DESCRIPTION OF THE TASK:
The required answer is every line of the data containing the word "normal".

PROVIDED ENTRIES:
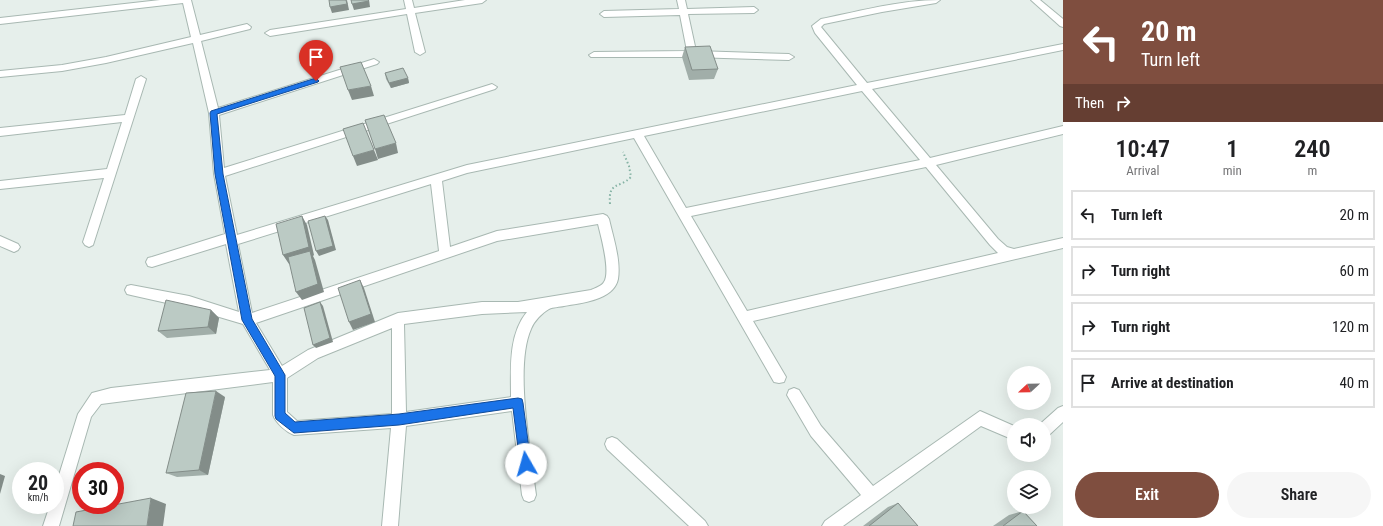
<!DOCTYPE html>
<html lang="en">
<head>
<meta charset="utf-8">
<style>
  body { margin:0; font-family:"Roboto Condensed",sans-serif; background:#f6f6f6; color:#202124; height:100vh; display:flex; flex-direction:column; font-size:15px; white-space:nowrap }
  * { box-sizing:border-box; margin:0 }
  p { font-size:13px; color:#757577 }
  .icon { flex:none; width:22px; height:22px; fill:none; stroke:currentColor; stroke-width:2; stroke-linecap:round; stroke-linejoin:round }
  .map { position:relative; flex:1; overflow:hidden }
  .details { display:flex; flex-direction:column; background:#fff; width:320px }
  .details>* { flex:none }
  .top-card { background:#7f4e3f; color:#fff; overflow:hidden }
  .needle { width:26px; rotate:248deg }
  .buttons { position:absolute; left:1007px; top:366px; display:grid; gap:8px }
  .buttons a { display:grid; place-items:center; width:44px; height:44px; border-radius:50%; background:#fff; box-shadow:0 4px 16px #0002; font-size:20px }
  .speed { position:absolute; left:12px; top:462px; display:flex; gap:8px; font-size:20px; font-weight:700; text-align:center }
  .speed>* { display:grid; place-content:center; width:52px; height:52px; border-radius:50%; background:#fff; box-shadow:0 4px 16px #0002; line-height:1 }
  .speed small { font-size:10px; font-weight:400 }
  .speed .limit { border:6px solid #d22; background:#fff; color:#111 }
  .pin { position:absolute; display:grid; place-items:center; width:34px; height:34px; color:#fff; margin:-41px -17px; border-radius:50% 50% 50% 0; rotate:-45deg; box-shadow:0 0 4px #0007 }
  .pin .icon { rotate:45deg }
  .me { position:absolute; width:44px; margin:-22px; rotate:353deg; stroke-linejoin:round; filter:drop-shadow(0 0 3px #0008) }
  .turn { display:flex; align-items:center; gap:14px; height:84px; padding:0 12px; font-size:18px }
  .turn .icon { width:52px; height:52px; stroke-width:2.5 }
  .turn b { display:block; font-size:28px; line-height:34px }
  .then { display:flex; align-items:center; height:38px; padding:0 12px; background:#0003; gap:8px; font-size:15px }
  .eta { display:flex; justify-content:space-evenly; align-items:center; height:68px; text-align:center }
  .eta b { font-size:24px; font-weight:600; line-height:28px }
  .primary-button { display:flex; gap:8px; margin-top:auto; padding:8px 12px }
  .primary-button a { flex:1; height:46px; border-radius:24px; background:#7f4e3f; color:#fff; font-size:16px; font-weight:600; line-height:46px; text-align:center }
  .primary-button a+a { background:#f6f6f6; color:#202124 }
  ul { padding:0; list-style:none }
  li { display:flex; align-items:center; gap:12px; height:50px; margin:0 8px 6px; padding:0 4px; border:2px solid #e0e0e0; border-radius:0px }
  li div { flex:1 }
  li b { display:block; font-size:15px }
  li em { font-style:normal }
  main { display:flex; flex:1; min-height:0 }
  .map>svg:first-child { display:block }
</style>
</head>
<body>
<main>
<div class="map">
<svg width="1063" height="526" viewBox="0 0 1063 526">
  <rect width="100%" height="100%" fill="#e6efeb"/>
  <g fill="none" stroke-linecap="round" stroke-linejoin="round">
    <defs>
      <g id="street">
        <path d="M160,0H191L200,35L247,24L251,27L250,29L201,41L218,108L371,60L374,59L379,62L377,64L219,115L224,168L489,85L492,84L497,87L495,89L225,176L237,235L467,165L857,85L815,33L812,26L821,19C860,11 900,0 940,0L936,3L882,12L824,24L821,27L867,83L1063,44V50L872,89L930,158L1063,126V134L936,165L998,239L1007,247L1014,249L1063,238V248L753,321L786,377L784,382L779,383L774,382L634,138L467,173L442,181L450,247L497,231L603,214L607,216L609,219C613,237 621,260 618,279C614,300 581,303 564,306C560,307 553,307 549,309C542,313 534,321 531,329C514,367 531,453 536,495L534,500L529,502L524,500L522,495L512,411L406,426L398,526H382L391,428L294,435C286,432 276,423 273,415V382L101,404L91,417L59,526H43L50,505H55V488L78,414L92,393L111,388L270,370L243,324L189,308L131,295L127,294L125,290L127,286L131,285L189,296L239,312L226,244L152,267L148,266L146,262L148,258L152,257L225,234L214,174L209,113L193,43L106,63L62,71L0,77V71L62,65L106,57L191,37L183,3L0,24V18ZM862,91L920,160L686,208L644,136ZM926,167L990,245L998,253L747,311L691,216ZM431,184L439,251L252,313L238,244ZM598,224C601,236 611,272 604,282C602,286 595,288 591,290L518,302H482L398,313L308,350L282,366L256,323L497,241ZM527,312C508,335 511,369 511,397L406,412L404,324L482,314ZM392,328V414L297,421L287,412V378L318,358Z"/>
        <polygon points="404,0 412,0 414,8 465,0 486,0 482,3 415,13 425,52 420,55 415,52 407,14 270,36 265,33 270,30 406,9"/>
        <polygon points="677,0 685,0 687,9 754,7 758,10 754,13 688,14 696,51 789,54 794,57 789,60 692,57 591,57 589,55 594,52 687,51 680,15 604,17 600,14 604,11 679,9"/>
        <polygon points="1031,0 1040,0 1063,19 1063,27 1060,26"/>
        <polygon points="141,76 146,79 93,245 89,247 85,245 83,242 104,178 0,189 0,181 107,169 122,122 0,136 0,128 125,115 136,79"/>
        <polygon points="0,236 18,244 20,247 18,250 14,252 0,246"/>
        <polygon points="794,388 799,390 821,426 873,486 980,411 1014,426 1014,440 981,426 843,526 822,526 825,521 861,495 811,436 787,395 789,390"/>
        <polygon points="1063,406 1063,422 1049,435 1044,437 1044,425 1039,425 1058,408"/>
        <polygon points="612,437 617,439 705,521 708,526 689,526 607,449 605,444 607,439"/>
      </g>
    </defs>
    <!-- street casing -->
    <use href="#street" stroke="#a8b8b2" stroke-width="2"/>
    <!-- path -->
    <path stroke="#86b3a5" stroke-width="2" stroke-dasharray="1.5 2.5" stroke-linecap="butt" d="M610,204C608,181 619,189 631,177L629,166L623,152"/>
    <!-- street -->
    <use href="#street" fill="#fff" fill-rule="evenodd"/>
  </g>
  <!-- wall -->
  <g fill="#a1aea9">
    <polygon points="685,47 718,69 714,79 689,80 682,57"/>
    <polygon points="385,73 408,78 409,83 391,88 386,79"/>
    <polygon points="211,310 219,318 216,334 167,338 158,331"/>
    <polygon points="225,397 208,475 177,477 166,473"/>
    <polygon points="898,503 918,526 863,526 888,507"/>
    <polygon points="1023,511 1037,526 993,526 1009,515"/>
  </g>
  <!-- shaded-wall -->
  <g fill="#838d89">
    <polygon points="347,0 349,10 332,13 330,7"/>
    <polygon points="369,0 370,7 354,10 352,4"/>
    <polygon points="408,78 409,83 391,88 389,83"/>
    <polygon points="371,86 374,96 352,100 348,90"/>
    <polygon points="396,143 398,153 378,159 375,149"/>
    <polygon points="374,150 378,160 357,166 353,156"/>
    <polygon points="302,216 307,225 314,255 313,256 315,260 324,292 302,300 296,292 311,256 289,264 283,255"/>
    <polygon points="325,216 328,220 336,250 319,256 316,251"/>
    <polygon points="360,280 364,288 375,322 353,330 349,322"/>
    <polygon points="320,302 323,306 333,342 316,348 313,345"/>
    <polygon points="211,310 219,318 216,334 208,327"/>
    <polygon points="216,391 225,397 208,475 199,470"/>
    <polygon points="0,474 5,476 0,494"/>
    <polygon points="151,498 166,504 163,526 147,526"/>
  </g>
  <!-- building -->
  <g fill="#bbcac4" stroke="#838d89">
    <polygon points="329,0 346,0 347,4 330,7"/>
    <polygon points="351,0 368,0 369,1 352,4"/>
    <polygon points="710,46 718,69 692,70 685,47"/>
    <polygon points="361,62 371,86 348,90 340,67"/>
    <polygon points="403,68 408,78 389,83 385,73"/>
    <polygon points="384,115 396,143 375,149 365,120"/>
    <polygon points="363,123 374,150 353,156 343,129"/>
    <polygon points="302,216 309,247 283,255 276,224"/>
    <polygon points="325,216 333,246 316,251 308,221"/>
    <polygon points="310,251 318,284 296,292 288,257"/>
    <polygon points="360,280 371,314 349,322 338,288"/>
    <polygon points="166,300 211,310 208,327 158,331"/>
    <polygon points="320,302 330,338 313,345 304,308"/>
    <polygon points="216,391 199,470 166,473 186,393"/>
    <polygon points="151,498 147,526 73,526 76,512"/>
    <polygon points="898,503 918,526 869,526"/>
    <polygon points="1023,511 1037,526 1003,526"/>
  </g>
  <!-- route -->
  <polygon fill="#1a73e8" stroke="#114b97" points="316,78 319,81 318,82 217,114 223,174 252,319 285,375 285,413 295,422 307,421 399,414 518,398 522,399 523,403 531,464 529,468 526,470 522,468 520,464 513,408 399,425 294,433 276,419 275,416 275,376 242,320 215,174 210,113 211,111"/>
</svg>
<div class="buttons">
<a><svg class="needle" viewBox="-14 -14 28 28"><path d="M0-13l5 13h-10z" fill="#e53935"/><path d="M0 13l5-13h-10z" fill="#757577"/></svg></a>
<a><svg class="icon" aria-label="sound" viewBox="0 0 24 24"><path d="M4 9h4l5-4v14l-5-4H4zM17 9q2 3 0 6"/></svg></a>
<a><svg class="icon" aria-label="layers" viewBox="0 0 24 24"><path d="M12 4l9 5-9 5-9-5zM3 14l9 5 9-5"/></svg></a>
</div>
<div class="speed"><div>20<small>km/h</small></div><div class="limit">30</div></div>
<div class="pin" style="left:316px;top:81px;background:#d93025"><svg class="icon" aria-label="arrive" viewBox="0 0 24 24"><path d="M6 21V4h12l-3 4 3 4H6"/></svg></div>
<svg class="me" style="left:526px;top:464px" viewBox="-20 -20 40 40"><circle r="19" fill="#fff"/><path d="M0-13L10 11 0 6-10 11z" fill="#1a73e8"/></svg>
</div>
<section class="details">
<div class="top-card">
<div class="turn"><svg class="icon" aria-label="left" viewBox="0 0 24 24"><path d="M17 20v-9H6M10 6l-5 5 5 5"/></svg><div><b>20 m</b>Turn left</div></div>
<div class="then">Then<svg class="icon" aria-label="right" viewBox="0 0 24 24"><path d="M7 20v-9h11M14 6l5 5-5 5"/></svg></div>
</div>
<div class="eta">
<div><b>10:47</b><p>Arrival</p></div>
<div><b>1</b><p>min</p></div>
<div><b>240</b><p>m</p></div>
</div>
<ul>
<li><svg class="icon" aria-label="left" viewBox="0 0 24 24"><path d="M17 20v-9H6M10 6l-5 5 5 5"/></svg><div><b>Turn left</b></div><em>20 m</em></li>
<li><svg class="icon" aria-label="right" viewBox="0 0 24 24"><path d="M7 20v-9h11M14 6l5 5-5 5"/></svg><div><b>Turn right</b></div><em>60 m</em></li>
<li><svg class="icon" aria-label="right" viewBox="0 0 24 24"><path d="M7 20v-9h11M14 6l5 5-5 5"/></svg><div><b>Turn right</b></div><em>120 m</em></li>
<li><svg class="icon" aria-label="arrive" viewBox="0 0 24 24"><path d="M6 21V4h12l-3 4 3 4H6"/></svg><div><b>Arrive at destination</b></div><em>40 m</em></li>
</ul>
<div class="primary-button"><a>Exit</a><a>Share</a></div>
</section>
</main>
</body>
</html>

...

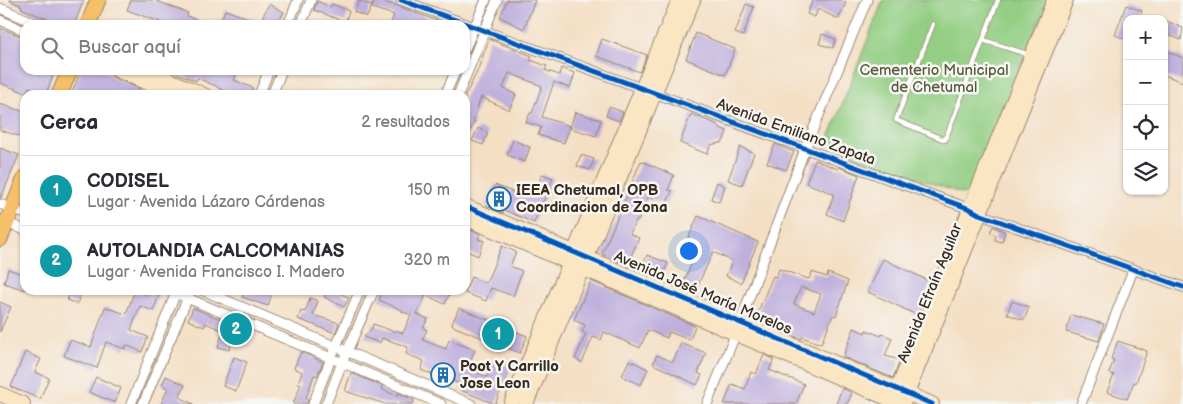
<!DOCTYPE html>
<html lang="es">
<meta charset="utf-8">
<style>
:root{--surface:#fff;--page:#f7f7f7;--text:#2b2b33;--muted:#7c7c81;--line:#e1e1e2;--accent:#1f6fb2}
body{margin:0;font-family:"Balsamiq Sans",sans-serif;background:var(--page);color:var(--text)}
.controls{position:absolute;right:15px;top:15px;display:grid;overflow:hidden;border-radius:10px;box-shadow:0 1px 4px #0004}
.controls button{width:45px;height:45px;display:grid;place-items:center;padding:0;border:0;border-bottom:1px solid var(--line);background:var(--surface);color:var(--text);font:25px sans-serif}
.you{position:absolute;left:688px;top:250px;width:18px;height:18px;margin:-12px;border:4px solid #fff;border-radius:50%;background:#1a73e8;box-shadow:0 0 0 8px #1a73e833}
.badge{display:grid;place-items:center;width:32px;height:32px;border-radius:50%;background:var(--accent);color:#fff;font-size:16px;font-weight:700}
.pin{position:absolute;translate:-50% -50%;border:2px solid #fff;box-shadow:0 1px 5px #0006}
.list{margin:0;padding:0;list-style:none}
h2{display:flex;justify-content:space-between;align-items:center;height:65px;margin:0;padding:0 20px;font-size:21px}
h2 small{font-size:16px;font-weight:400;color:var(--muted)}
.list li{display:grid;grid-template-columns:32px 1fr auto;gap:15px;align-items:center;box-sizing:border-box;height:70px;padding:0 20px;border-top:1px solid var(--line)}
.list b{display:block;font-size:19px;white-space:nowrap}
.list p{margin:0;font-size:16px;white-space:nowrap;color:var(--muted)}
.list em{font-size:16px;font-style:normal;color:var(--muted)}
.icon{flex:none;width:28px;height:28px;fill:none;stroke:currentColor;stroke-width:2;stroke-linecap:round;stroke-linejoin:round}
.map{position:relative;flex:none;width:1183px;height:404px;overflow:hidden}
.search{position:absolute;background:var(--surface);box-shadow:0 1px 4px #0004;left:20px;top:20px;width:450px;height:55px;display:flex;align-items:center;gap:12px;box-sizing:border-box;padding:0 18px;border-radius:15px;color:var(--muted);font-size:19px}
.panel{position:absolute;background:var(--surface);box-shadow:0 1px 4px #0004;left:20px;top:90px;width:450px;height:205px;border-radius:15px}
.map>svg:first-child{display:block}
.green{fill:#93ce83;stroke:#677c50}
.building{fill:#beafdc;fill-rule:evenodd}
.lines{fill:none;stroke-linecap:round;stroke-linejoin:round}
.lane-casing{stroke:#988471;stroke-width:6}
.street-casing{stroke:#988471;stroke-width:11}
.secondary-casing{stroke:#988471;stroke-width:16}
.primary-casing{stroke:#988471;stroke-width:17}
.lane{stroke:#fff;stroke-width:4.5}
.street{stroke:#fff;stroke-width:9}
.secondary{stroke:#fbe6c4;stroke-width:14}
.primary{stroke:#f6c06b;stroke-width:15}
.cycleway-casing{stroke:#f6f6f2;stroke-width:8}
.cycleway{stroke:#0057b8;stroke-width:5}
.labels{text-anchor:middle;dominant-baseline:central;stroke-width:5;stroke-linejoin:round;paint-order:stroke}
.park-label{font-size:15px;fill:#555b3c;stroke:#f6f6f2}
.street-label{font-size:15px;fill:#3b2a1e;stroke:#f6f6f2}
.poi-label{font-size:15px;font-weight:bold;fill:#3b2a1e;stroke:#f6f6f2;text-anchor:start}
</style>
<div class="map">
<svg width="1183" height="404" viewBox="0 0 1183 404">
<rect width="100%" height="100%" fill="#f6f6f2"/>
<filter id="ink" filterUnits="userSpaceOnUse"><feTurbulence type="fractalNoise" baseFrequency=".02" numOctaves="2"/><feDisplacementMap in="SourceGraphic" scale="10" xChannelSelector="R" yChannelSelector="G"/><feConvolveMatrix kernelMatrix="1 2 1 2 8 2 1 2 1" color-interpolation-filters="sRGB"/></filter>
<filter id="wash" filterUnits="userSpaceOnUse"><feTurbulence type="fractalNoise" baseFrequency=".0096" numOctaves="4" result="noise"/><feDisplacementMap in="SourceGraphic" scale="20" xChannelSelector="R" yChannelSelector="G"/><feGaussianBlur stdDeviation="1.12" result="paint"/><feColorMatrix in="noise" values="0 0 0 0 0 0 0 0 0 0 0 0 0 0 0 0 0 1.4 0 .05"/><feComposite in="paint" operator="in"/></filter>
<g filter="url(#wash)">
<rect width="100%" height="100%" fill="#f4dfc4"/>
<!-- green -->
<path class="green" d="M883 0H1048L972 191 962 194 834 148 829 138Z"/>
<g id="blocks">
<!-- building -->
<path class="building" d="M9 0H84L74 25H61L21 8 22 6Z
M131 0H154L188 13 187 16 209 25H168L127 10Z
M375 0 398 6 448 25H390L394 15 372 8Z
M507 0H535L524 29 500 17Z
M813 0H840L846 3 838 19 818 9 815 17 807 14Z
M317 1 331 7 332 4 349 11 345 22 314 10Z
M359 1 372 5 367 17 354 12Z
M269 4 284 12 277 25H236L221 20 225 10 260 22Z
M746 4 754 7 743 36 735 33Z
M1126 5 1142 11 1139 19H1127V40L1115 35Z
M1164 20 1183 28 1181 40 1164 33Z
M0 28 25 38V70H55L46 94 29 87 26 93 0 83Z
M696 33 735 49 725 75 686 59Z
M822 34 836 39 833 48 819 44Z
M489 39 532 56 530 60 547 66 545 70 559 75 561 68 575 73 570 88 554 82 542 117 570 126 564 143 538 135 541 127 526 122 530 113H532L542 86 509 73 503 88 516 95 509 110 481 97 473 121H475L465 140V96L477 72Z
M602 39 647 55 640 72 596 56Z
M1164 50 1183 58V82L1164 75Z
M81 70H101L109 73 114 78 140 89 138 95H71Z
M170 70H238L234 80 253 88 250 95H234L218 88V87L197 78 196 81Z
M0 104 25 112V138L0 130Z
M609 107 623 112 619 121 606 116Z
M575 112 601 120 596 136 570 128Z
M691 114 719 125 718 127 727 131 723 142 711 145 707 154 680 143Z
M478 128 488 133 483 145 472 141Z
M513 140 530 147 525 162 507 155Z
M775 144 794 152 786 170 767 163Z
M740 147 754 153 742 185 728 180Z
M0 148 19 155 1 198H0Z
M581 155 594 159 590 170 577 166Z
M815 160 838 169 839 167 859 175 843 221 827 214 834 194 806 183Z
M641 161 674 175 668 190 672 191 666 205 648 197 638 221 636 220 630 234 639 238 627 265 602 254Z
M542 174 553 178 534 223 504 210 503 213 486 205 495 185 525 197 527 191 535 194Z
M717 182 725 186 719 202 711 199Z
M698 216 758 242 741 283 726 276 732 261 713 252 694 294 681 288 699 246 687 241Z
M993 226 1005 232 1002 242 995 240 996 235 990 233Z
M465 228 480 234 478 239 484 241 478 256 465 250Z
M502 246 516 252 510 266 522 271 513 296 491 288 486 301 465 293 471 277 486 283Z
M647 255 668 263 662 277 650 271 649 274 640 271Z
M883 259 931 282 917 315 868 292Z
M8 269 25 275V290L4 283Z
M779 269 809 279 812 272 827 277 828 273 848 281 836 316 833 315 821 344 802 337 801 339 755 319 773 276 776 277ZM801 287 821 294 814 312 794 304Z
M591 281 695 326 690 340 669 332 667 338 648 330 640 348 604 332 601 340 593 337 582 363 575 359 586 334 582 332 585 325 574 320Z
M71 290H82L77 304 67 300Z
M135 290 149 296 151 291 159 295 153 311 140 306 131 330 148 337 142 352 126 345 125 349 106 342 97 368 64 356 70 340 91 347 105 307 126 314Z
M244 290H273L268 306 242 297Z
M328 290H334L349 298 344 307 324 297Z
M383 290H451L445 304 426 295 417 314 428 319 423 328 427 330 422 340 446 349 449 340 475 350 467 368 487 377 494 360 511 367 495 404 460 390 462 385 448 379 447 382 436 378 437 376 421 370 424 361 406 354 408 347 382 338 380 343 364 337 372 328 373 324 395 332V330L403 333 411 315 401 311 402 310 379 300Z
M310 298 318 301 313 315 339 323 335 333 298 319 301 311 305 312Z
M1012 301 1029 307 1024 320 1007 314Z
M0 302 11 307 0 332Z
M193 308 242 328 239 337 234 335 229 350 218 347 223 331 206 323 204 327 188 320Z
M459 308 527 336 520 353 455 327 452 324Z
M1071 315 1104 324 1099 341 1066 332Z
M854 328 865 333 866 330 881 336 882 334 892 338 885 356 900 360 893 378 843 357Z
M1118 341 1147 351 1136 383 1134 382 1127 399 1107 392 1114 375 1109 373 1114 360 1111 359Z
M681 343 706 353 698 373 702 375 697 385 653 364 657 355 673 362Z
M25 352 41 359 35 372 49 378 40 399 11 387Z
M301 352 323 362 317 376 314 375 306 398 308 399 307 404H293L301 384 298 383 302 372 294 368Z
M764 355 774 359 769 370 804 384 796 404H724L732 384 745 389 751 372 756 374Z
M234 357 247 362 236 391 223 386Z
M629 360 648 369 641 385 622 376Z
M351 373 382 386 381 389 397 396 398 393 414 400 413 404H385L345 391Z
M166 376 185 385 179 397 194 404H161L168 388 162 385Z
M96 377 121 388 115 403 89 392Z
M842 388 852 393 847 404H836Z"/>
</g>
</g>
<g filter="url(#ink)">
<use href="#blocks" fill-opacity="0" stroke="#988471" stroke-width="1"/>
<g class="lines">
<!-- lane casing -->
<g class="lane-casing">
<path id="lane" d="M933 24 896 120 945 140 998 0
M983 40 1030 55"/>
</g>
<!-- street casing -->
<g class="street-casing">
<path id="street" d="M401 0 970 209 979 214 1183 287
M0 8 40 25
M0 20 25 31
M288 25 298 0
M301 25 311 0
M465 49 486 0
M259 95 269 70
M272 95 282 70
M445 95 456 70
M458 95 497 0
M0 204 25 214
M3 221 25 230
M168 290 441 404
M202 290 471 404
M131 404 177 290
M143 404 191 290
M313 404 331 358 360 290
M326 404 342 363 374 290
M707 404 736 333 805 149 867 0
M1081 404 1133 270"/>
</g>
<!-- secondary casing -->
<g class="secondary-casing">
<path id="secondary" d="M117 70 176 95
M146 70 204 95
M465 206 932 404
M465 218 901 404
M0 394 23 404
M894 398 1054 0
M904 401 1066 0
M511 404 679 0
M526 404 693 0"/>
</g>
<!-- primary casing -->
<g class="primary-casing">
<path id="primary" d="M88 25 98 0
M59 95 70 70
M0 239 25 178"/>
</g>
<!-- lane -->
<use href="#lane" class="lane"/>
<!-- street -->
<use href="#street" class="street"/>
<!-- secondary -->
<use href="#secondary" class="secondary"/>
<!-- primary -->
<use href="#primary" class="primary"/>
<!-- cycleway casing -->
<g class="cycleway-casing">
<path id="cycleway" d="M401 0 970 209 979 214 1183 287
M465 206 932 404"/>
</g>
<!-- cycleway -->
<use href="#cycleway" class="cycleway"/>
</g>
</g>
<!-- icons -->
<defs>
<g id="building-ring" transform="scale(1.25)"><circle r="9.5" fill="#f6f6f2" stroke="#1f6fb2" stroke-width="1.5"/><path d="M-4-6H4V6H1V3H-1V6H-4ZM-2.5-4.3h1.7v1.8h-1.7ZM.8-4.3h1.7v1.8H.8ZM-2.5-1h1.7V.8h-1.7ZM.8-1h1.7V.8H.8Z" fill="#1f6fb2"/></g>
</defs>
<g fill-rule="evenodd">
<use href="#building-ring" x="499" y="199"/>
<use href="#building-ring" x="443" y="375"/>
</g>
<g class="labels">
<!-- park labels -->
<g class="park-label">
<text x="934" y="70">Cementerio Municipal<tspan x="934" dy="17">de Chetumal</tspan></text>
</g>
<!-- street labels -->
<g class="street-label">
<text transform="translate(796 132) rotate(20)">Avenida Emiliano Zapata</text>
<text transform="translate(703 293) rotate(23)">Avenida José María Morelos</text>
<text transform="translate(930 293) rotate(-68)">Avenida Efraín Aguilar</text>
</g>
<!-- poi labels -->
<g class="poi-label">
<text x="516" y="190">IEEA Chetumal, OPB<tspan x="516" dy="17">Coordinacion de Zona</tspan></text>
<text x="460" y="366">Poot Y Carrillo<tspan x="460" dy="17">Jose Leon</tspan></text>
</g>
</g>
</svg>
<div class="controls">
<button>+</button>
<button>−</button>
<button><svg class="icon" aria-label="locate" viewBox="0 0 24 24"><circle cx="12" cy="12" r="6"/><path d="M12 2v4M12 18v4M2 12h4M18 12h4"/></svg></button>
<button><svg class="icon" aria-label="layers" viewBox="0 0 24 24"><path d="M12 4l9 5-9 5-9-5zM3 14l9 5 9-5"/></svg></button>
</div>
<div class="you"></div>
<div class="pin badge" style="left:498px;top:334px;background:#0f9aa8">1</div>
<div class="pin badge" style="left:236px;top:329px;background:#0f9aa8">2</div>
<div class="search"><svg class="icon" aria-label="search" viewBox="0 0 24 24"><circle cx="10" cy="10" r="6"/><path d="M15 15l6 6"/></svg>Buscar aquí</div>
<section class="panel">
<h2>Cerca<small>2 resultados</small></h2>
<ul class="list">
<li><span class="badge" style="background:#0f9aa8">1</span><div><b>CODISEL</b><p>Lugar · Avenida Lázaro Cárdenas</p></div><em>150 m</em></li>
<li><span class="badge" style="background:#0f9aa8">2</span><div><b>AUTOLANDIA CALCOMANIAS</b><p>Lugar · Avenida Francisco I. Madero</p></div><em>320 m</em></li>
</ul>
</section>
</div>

RESPONSE:
  li em { font-style:normal }
.list em{font-size:16px;font-style:normal;color:var(--muted)}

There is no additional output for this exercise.